Vamos tomar como exemplo seu fascínio pela questão da formação das montanhas. Um especialista em Leonardo nos fala sobre sua curiosidade por esse tema: “No decorrer de suas expedições às montanhas ele se interessou pelos problemas da geologia, e o intrigou especialmente a existência de conchas e vida marinha fossilizada em regiões tão altas e tão distantes do mar.”II
Um artista inglês descreve de forma mais direta essa curiosidade. Colocando-se na pele de Leonardo, ele escreve: “Eu passeava pelos campos procurando a resposta para tudo que não compreendia. Por que nós vemos conchas no topo das montanhas com pedaços de coral e plantas ou algas que nós só encontramos normalmente no mar?”III
A própria pergunta revela uma grande curiosidade em relação ao mundo e traz em si as indicações para a resposta: por algum processo, que deve ser extremamente lento, o fundo dos oceanos foi parar no topo das montanhas. Em oposição a tudo o que se pensava, Leonardo afirmava que essa constatação levava à certeza de que a Terra era um planeta muito mais velho do que se acreditava. Nas suas próprias palavras ele afirmava que, para provar isso “nos basta o testemunho de coisas produzidas na água salgada e hoje de novo encontradas nas altas montanhas longe dos mares.”IV Para que algo assim acontecesse, certamente seria preciso um tempão, muito mais do que se admitia, principalmente com base em interpretações da Bíblia.

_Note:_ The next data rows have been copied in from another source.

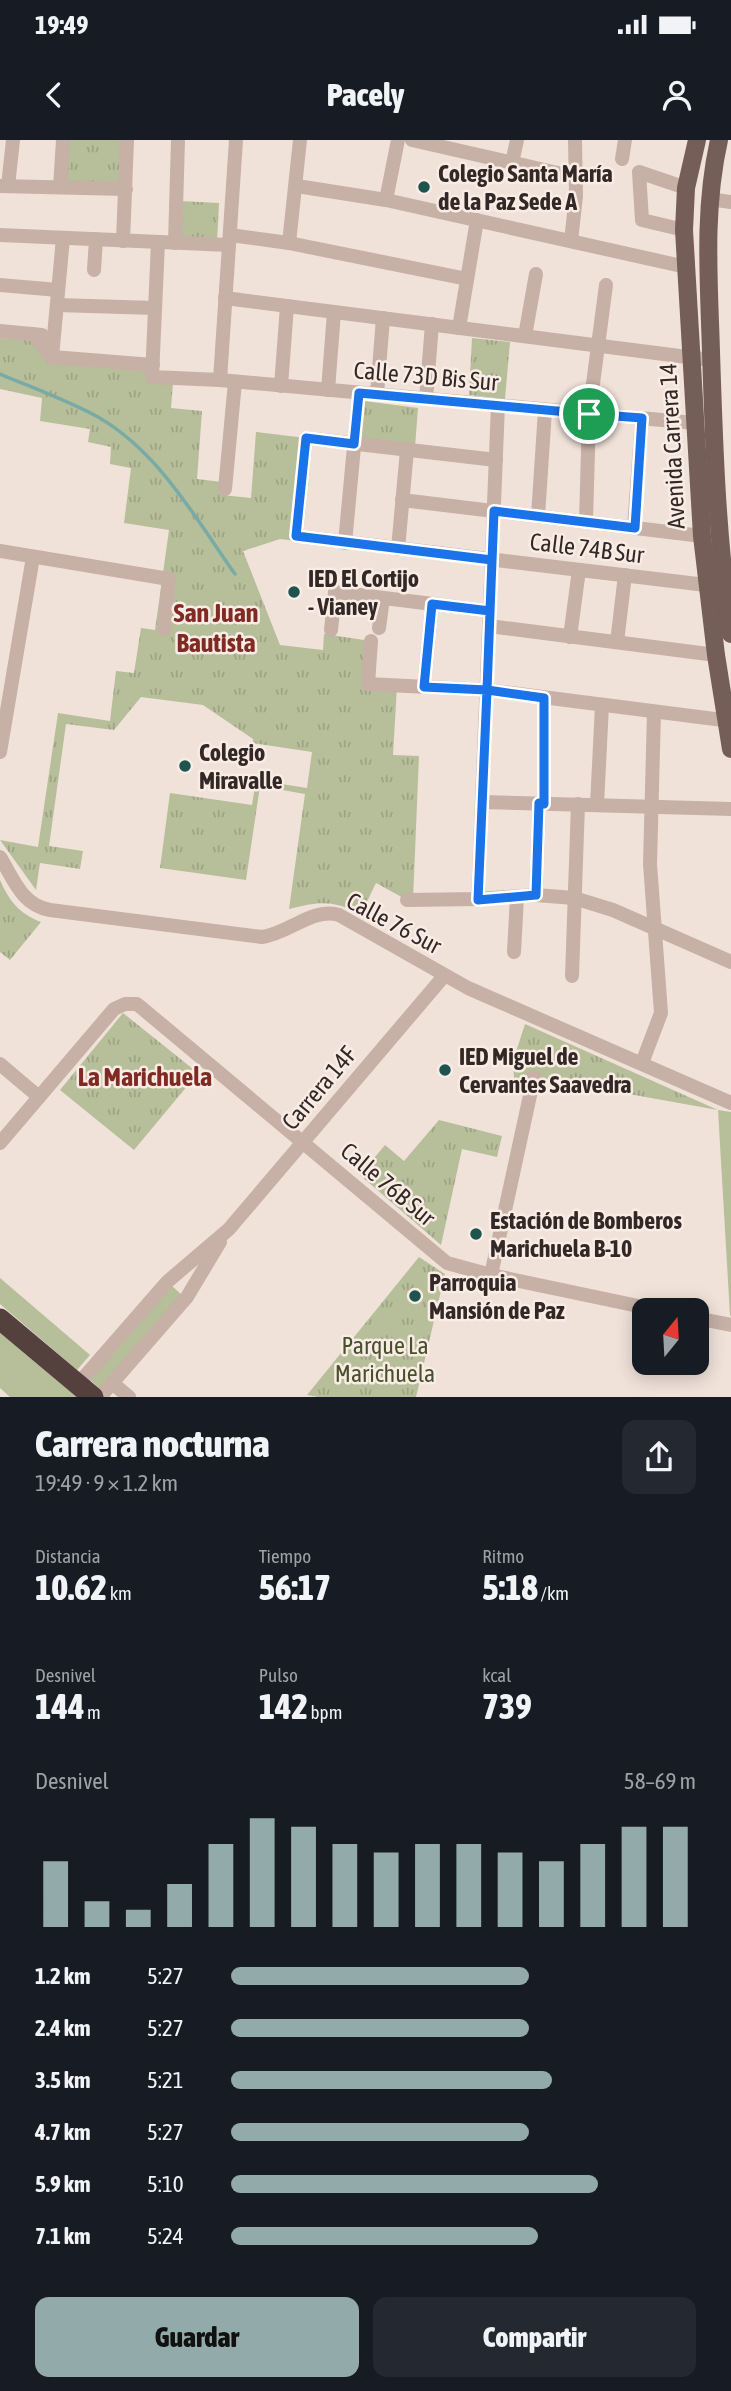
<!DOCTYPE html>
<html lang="es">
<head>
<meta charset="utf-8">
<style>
  :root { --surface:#171b24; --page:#242831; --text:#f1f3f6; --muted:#9ea1a6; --accent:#92abaa }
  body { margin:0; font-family:"Asap Condensed",sans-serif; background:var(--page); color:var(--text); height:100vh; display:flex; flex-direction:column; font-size:26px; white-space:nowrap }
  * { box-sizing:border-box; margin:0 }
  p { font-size:23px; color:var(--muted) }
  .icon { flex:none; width:38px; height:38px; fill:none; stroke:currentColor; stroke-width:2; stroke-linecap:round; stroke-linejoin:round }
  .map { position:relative; height:1257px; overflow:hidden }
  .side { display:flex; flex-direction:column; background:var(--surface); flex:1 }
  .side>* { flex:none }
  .needle { width:46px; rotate:18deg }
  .buttons { position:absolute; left:632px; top:1158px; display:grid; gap:14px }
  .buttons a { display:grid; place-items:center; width:77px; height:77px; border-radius:14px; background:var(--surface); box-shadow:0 4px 18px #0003; font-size:35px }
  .pin { position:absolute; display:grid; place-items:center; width:60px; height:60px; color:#fff; margin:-30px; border:4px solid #fff; border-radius:50%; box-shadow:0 2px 7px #0007 }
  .round { display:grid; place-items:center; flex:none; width:74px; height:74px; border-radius:14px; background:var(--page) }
  .overview { display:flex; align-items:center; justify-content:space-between; height:119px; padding:0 35px }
  h1 { font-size:38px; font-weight:800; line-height:52px }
  .stats { display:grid; grid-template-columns:repeat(3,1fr); gap:10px; height:119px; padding:7px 35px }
  .stats div { display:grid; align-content:center }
  .stats b { font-size:35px; font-weight:800 }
  .stats small { font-size:19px; font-weight:400 }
  .stats p { font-size:19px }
  .chart { height:196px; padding:14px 35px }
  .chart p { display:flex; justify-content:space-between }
  .chart svg { width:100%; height:126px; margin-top:7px; stroke:var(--accent); stroke-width:6 }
  .button { display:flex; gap:14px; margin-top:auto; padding:14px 35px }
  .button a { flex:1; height:80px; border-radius:14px; background:var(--accent); color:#111; font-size:28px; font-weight:800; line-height:80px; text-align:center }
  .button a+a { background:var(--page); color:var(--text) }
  ul { padding:0 35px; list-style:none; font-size:23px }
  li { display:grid; grid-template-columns:112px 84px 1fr; align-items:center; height:52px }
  li i { height:18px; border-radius:9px; background:var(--accent) }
  .status { display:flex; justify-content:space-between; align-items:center; height:49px; padding:0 35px; background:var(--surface); direction:ltr }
  .status svg { height:19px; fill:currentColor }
  header { display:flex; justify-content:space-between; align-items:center; height:91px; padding:0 35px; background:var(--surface); font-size:32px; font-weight:800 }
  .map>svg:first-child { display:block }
  .grass { fill:#b7be9a }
  .park { fill:url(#park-tufts) }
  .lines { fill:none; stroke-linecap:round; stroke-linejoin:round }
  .stream { stroke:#79aba6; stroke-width:3.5 }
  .minor { stroke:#c7b0a6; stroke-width:14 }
  .major { stroke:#755d58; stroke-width:18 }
  .highway { stroke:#54413e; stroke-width:21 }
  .route-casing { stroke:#fff; stroke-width:14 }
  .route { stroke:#1a73e8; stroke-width:9 }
  .poi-dot { fill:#1e534e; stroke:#f8ece5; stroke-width:2.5 }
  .labels { text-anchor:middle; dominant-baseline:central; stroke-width:5; stroke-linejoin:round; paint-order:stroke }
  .poi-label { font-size:24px; font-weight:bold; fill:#332826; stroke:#f8ece5; text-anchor:start }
  .street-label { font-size:24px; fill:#332826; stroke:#f8ece5 }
  .park-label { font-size:24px; fill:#48502b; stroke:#f8ece5 }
  .neighbourhood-label { font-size:26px; font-weight:bold; fill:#7f2b23; stroke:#f8ece5 }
</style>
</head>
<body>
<div class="status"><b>19:49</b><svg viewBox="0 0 49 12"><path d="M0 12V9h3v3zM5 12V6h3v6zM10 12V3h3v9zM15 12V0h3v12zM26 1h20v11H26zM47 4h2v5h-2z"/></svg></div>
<header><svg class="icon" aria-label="back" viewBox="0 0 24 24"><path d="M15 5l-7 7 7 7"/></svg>Pacely<svg class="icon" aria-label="person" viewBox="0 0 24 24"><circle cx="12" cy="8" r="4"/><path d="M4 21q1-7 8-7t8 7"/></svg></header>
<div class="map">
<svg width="731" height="1257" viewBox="0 0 731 1257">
  <defs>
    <pattern id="park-tufts" width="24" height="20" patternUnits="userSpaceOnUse" patternTransform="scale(1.75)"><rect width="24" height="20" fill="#b7be9a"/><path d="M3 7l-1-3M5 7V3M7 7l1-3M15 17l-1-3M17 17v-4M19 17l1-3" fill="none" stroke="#9ea385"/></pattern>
  </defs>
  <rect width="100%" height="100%" fill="#f0e2d9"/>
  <g class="grass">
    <polygon points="718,970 731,972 731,1176 730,1175"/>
    <polygon points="0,1138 90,1215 77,1230 0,1164"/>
    <polygon points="171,1145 183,1156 101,1250 89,1239"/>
    <polygon points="0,1189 81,1257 10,1257 0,1248"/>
  </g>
  <g class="park">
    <polygon points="65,0 123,0 121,45 64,43"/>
    <polygon points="180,61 219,63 217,103 178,101"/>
    <path d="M 0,198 L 34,200 L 54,220 L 148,227 L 173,243 L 171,268 L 202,271 L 197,339 L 222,342 L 222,355 L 251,358 L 256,292 L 306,298 L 296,401 L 280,399 L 243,411 L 280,505 L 323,510 L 324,494 L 371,501 L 368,544 L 397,546 L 393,615 L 419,616 L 413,760 L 407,760 L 376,743 L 361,774 C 333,760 319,761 289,769 L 305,654 L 260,646 L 246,740 L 160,728 L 170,653 L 252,665 L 256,640 L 307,648 L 312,612 L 253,603 L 253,599 L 203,565 L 141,557 L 114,590 L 66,584 L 49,706 L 83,711 L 80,729 L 40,723 L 36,750 L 0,700 L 38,707 L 58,573 L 110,581 L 116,531 L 134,533 L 141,488 L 155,490 L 169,390 L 124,383 L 131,328 L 110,324 L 111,307 L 88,302 L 90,289 L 40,281 L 42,258 L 0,249 Z"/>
    <polygon points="472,198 510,202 505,259 469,255"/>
    <polygon points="364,261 418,268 415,307 360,300"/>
    <path d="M 0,740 C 9,761 20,774 41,782 L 10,820 L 0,812 Z"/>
    <polygon points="123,873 198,933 134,1010 60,950"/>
    <polygon points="525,884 718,970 534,937 533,942 514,938 513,921"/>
    <polygon points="439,980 502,996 497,1017 462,1009 441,1105 360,1035 385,1005 404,1021"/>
    <polygon points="419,1117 445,1134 416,1257 318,1257 307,1255"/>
  </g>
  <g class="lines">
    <path class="stream" d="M 0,234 C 33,248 67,260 98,277 C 159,312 196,379 235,434"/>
    <g class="minor">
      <polyline points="412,0 575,37"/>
      <polyline points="622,19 625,0"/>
      <polyline points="512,23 517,0"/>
      <polyline points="0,46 126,49"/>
      <polyline points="8,46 13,0"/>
      <polyline points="297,46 386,60 686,127"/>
      <polyline points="60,47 63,0"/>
      <polyline points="709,59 731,62"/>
      <polyline points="386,60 398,0"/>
      <polyline points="684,90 642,80 639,32 686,48"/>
      <polyline points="0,95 229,105"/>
      <polyline points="230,95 289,103 467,139"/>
      <polyline points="123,101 127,0"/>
      <polyline points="571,101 576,56 575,0"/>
      <polyline points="158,102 152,237 220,240 695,283"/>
      <polyline points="175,103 178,0"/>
      <polyline points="289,103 300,0"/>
      <polyline points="94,130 96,99"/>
      <polyline points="0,145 58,150"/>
      <polyline points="225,158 711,220"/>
      <polyline points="57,165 155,168"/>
      <polyline points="459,188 477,80"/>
      <polyline points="0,191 42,195"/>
      <polyline points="33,194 52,217 153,225"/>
      <polyline points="525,196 536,134"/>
      <polyline points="52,217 63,98"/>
      <polyline points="220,240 236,0"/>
      <polyline points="281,246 287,166"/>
      <polyline points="328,250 334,172"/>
      <polyline points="377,254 383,178"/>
      <polyline points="426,259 432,184"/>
      <polyline points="496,320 306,298 296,396 706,445"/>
      <polyline points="225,349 235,242"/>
      <polyline points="402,360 702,396"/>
      <polyline points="538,376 545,270"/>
      <polyline points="586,382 589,274 606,145"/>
      <polyline points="634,388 642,278"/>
      <polyline points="345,403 359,253"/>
      <polyline points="398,409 407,310"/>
      <polyline points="0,411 169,439 164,489"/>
      <polyline points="489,486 716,515"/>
      <polyline points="379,488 383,458"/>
      <polyline points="331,490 335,452 490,471"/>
      <polyline points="570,497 579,430"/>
      <polyline points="371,501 368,544 487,550 731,581"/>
      <polyline points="617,502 625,435"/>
      <polyline points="424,547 432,464"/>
      <polyline points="0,612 33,417"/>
      <polyline points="482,662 731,669"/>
      <polyline points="544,664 544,558"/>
      <polyline points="597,665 602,565"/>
      <path d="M 0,717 C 14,740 22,765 50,770 L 262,797 C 288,794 313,767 339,775 L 468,848 L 731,963"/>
      <polyline points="536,755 539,663"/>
      <polyline points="478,759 498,265"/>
      <polyline points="407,760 478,759 536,755 574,758 613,770 731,822"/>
      <polyline points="514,812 517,757"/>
      <polyline points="572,836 578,664"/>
      <polyline points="642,923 661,873 650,724 654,572"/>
      <polyline points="0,924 39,957"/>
      <polyline points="0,1003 114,869 125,864 137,864 447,1123 491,1135 662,1171"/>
      <polyline points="491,1135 534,937"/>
      <polyline points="696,1178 731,1185"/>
      <polyline points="112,1243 129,1257"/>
      <polyline points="78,1244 167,1142 229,1089 444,836"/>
      <polyline points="100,1257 187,1157 220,1102"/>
    </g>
    <g class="major">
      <polyline points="697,0 686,48 684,90 702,396 716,515 731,609"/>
      <path d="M 719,0 C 703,71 709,141 711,212 C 714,307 717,401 731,494"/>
    </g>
    <polyline class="highway" points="0,1179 93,1257"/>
  </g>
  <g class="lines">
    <defs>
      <polyline id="route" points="589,274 359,253 354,304 306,298 296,396 492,420 487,550 544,558 544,664 539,663 536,755 478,760 487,550 424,547 432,464 490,471 494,371 635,388 642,278 589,274"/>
    </defs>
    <use href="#route" class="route-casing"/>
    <use href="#route" class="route"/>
  </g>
  <g class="poi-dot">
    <circle cx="424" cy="47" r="7"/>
    <circle cx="294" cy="452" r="7"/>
    <circle cx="185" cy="626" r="7"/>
    <circle cx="445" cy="930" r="7"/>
    <circle cx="476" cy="1094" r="7"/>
    <circle cx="415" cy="1156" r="7"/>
  </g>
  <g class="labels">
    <g class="poi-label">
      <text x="438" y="33">Colegio Santa María<tspan x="438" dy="28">de la Paz Sede A</tspan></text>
      <text x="308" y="438">IED El Cortijo<tspan x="308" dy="28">- Vianey</tspan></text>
      <text x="199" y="612">Colegio<tspan x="199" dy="28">Miravalle</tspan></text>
      <text x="459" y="916">IED Miguel de<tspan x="459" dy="28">Cervantes Saavedra</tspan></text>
      <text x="490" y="1080">Estación de Bomberos<tspan x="490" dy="28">Marichuela B-10</tspan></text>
      <text x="429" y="1142">Parroquia<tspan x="429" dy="28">Mansión de Paz</tspan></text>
    </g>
    <g class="street-label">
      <text transform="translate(426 236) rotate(5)">Calle 73D Bis Sur</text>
      <text transform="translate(672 306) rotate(-93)">Avenida Carrera 14</text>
      <text transform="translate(587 408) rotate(7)">Calle 74B Sur</text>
      <text transform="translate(394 783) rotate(28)">Calle 76 Sur</text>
      <text transform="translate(319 948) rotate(-50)">Carrera 14F</text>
      <text transform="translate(388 1044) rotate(40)">Calle 76B Sur</text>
    </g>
    <g class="park-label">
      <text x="385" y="1205">Parque La<tspan x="385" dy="28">Marichuela</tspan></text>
    </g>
    <g class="neighbourhood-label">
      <text x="216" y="473">San Juan<tspan x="216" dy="30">Bautista</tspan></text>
      <text x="145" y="937">La Marichuela</text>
    </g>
  </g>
</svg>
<div class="buttons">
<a><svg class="needle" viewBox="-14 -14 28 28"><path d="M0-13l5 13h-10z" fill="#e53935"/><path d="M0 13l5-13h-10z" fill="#9ea1a6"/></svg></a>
</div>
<div class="pin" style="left:589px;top:274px;background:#1e9e55"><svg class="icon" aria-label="arrive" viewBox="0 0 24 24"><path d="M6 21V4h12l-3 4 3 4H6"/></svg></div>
</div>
<section class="side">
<div class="overview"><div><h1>Carrera nocturna</h1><p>19:49 · 9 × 1.2 km</p></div><a class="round"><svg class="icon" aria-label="share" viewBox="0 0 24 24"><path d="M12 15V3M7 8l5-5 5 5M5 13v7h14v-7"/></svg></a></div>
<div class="stats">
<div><p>Distancia</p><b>10.62<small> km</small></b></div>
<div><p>Tiempo</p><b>56:17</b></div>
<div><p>Ritmo</p><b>5:18<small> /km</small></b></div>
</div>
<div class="stats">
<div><p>Desnivel</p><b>144<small> m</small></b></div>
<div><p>Pulso</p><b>142<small> bpm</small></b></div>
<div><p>kcal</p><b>739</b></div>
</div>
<div class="chart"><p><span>Desnivel</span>58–69 m</p>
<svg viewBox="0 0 160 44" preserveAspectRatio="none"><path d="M5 44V21M15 44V35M25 44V38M35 44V29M45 44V15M55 44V6M65 44V9M75 44V15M85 44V18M95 44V15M105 44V15M115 44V18M125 44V21M135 44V15M145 44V9M155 44V9"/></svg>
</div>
<ul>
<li><b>1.2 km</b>5:27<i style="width:64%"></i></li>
<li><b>2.4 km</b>5:27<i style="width:64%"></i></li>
<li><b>3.5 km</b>5:21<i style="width:69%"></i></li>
<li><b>4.7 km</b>5:27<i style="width:64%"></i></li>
<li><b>5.9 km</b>5:10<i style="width:79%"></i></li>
<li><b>7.1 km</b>5:24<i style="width:66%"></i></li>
</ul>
<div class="button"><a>Guardar</a><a>Compartir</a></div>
</section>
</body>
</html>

Isso quer dizer que Leonardo descobriu todas as respostas corretas para suas perguntas? É claro que não e, apesar de sua intuição fundamental de que “montanhas já foram fundo do mar”, suas explicações para isso não são mais consideradas válidas.V Mas, mesmo assim, continuam sendo citadas como grandes exemplos do que deve ser a atividade científica. Por quê?
Ora, porque qualquer cientista de verdade sabe que, muito mais importante do que aprender respostas para perguntas que não fizemos é buscar meios de responder às perguntas provocadas pelo despertar de nossa curiosidade! Nisso, Leonardo foi um pioneiro.
E aqui está o segredo – o “código”, para lembrar o título enganador desse artigo – de Da Vinci: é em nossa curiosidade, nas perguntas que somos levados a fazer quando observamos a natureza e o mundo, que estão as raízes da verdadeira atividade científica.
Que outras perguntas Leonardo da Vinci fazia? Escrevendo como se fosse ele o próprio Leonardo, o inglês Ralph Steadman fala sobre algumas delas: “Por que o barulho do trovão dura mais tempo do que aquilo que o provoca, e por que o clarão é percebido pelo olho logo que se produz enquanto o trovão leva tempo para viajar? Como se formam círculos na água em volta do lugar onde foi atirada uma pedra, e como é que acontece que um pássaro possa ficar suspenso no ar sem cair?”VI
O resto desse artigo se baseia em uma hipótese: são as crianças que fazem perguntas como as que fazia Leonardo da Vinci e que revelam seu grande interesse e curiosidade pelo mundo.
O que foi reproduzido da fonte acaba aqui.